### Supplied data
————

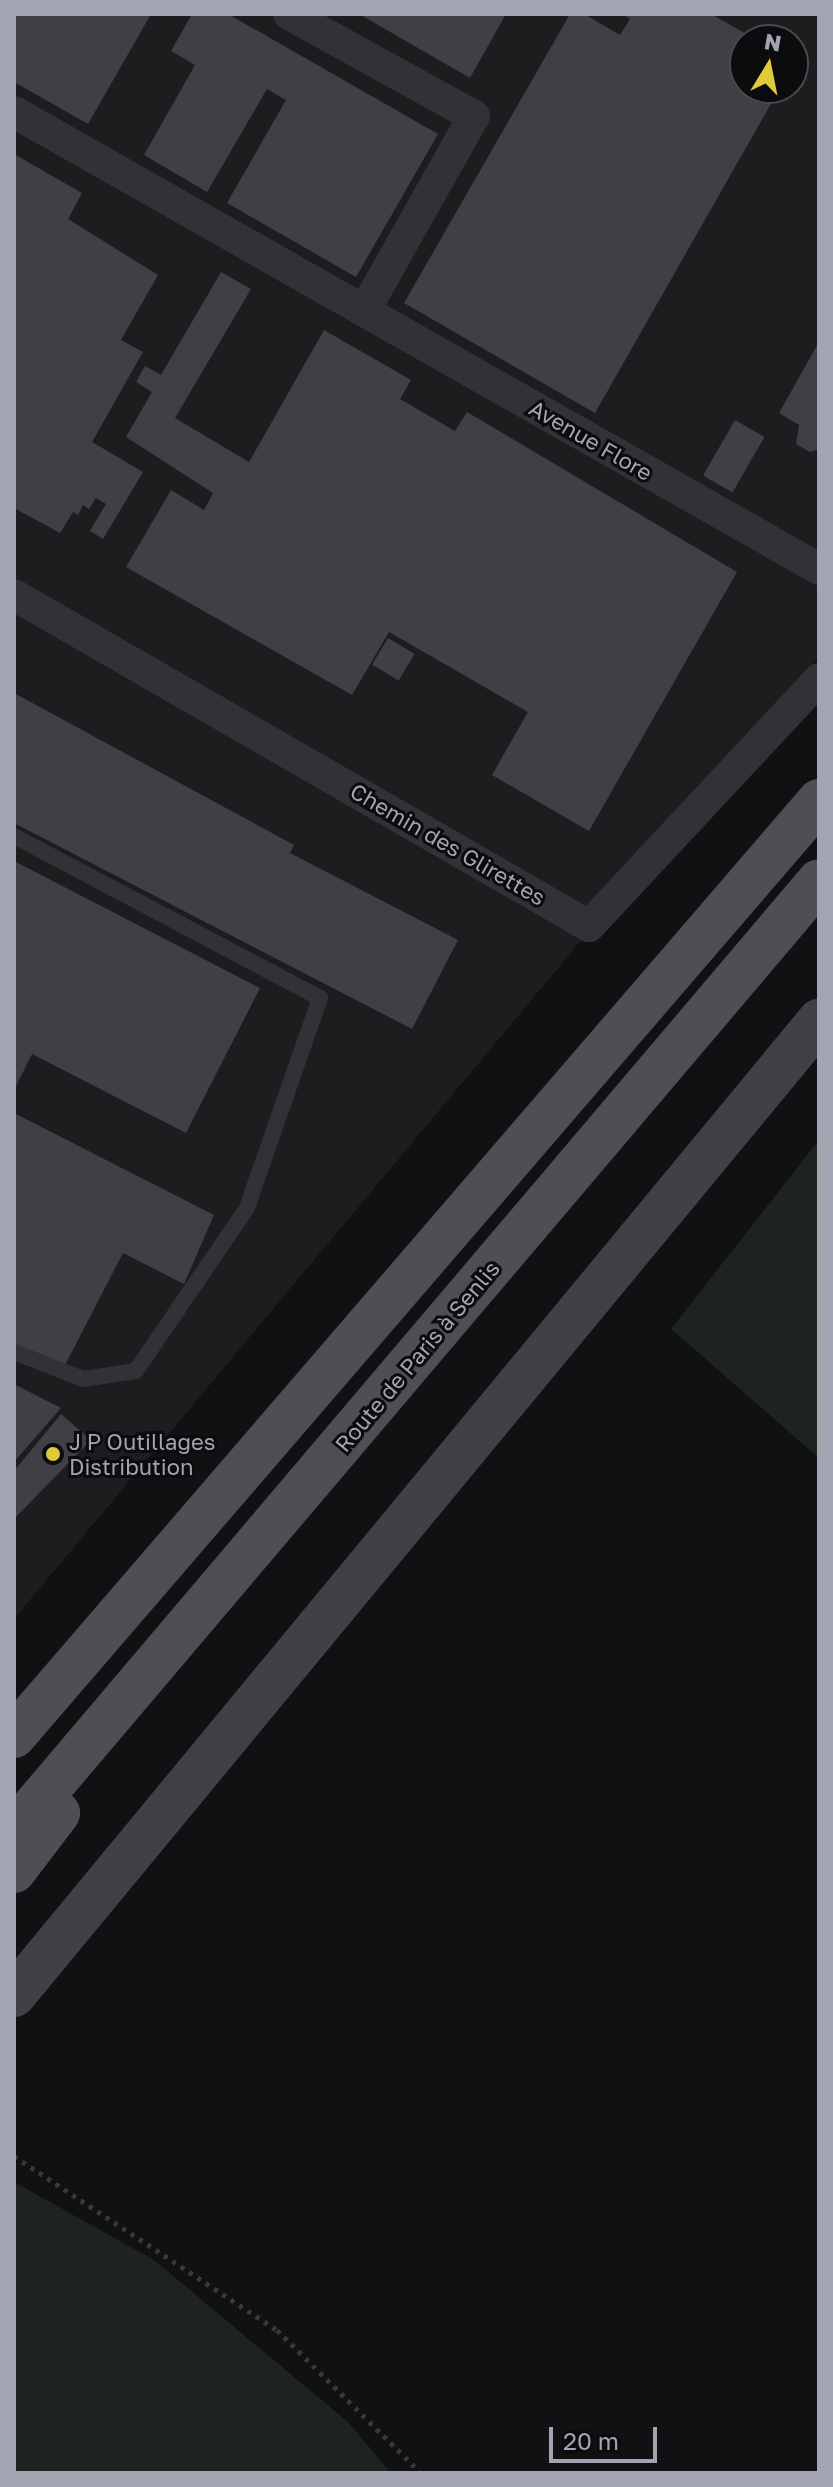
<!DOCTYPE html>
<html>
<head>
<meta charset="utf-8">
<style>
	body { margin:0 }
	#map { position:relative; width:833px; height:2487px; overflow:hidden; background:#111012; font-family:"Golos Text",sans-serif }
	div>[style] { position:absolute }
	.built>* { inset:0; background:#1d1c1e }
	.green>* { inset:0; background:#1d241f }
	.building>* { inset:0; background:#403f45; transform-origin:0 0 }
	.path>* { height:5px; margin-top:-2.5px; transform-origin:0; background:repeating-linear-gradient(90deg,#38383d 0 4px,transparent 0 10px) }
	.lane>* { height:16px; margin:-8px; padding:0 8px; transform-origin:8px; border-radius:8px; background:#323236 }
	.street>* { height:32px; margin:-16px; padding:0 16px; transform-origin:16px; border-radius:16px; background:#323236 }
	.secondary>* { height:44px; margin:-22px; padding:0 22px; transform-origin:22px; border-radius:22px; background:#404046 }
	.primary>* { height:44px; margin:-22px; padding:0 22px; transform-origin:22px; border-radius:22px; background:#4e4e55 }
	.dots>* { width:22px; height:22px; translate:-50% -50%; box-sizing:border-box; border:4px solid #0c0b0d; border-radius:50% }
	span { translate:-50% -50%; white-space:nowrap; text-align:center; line-height:1.15; -webkit-text-stroke:6px #0c0b0d; paint-order:stroke }
	.street-label { font-size:22px; color:#a3a4b1 }
	.poi-label { font-size:22px; color:#a3a4b1 }
	.left { translate:0 -50%; text-align:left }
	.frame { position:absolute; inset:0; border:16px solid #a3a4b1; pointer-events:none }
	.north { position:absolute; left:729px; top:24px; width:80px; height:80px; box-sizing:border-box; background:#0c0b0d; border:2px solid #48484f; border-radius:50%; rotate:10deg; font-size:22px; font-weight:700; line-height:32px; text-align:center; color:#a3a4b1 }
	.north::after { content:''; display:block; margin:auto; width:28px; height:36px; background:#e0ca3a; clip-path:polygon(50% 0,100% 100%,50% 72%,0 100%) }
	.scale { position:absolute; left:549px; top:2427px; width:108px; height:36px; box-sizing:border-box; border:4px solid #a3a4b1; border-top:0; padding-left:10px; font-size:24px; line-height:28px; white-space:nowrap; color:#a3a4b1; -webkit-text-stroke:6px #0c0b0d; paint-order:stroke }
</style>
</head>
<body>
<div id="map">
	<div class="built">
		<div style="clip-path:polygon(evenodd,14px 14px,819px 14px,819px 656px,14px 1619px,14px 14px,745px 40px,793px 40px,793px 88px,745px 88px,745px 40px)"></div>
	</div>
	<div class="green">
		<div style="clip-path:polygon(819px 1140px,819px 1458px,671px 1329px)"></div>
		<div style="clip-path:polygon(14px 2182px,154px 2260px,348px 2422px,391px 2473px,14px 2473px)"></div>
	</div>
	<div class="building">
		<div style="clip-path:polygon(14px 14px,151px 14px,88px 124px,14px 82px)"></div>
		<div style="clip-path:polygon(192px 14px,228px 14px,438px 134px,356px 277px,227px 203px,286px 100px,267px 89px,207px 192px,144px 155px,195px 65px,171px 51px)"></div>
		<div style="clip-path:polygon(359px 14px,506px 14px,470px 78px)"></div>
		<div style="clip-path:polygon(570px 14px,584px 14px,620px 35px,630px 19px,622px 14px,711px 14px,757px 40px,745px 40px,745px 88px,780px 88px,595px 413px,404px 303px)"></div>
		<div style="clip-path:polygon(14px 154px,82px 193px,68px 219px,158px 275px,121px 340px,143px 352px,92px 442px,143px 472px,103px 539px,90px 531px,106px 504px,96px 498px,89px 509px,83px 505px,78px 515px,73px 512px,60px 533px,14px 508px)"></div>
		<div style="clip-path:polygon(221px 272px,251px 289px,175px 418px,249px 462px,324px 330px,411px 380px,400px 399px,455px 431px,467px 412px,737px 572px,589px 831px,492px 775px,528px 712px,389px 632px,352px 695px,126px 567px,171px 490px,204px 510px,213px 493px,126px 437px,152px 392px,136px 382px,145px 366px,161px 375px)"></div>
		<div style="clip-path:polygon(819px 342px,819px 449px,810px 452px,796px 444px,799px 425px,779px 413px)"></div>
		<div style="left:735px;top:420px;width:34px;height:64px;rotate:30deg"></div>
		<div style="left:388px;top:638px;width:31px;height:31px;rotate:31deg"></div>
		<div style="clip-path:polygon(14px 693px,294px 845px,290px 853px,458px 940px,412px 1029px,14px 823px)"></div>
		<div style="clip-path:polygon(14px 861px,260px 988px,186px 1133px,32px 1054px,14px 1090px)"></div>
		<div style="clip-path:polygon(14px 1113px,214px 1215px,184px 1284px,123px 1253px,63px 1369px,14px 1343px)"></div>
		<div style="clip-path:polygon(14px 1384px,61px 1408px,14px 1462px)"></div>
		<div style="clip-path:polygon(61px 1414px,91px 1440px,14px 1519px,14px 1471px)"></div>
	</div>
	<div class="path">
		<div style="left:14px;top:2156px;width:315px;rotate:33.5deg"></div>
		<div style="left:277px;top:2330px;width:203px;rotate:44.8deg"></div>
	</div>
	<div class="lane">
		<div style="left:14px;top:836px;width:346px;rotate:27.9deg"></div>
		<div style="left:320px;top:998px;width:222px;rotate:109.2deg"></div>
		<div style="left:247px;top:1208px;width:197px;rotate:124.3deg"></div>
		<div style="left:136px;top:1371px;width:54px;rotate:171.4deg"></div>
		<div style="left:83px;top:1379px;width:74px;rotate:-158.6deg"></div>
	</div>
	<div class="street">
		<div style="left:289px;top:14px;width:211px;rotate:28.9deg"></div>
		<div style="left:474px;top:116px;width:224px;rotate:119.4deg"></div>
		<div style="left:14px;top:112px;width:926px;rotate:29.58deg"></div>
		<div style="left:14px;top:595px;width:663px;rotate:29.93deg"></div>
		<div style="left:589px;top:926px;width:338px;rotate:-47deg"></div>
	</div>
	<div class="secondary">
		<div style="left:14px;top:1995px;width:1264px;rotate:-50.43deg"></div>
	</div>
	<div class="primary">
		<div style="left:14px;top:1736px;width:1234px;rotate:-49.27deg"></div>
		<div style="left:14px;top:1830px;width:1244px;rotate:-49.69deg"></div>
		<div style="left:14px;top:1871px;width:73px;rotate:-52.8deg"></div>
	</div>
	<div class="dots">
		<div style="left:53px;top:1454px;background:#e0ca3a"></div>
	</div>
	<div class="street-label">
		<span style="left:591px;top:440px;rotate:30deg">Avenue Flore</span>
		<span style="left:448px;top:844px;rotate:30deg">Chemin des Glirettes</span>
		<span style="left:417px;top:1356px;rotate:-50deg">Route de Paris à Senlis</span>
	</div>
	<div class="poi-label">
		<span class="left" style="left:69px;top:1454px">J P Outillages<br>Distribution</span>
	</div>
	<div class="frame"></div>
	<div class="north">N</div>
	<div class="scale">20 m</div>
</div>
</body>
</html>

————

The word "scale" appears in some lines of the listing. Give the number of those lines, and only that.

2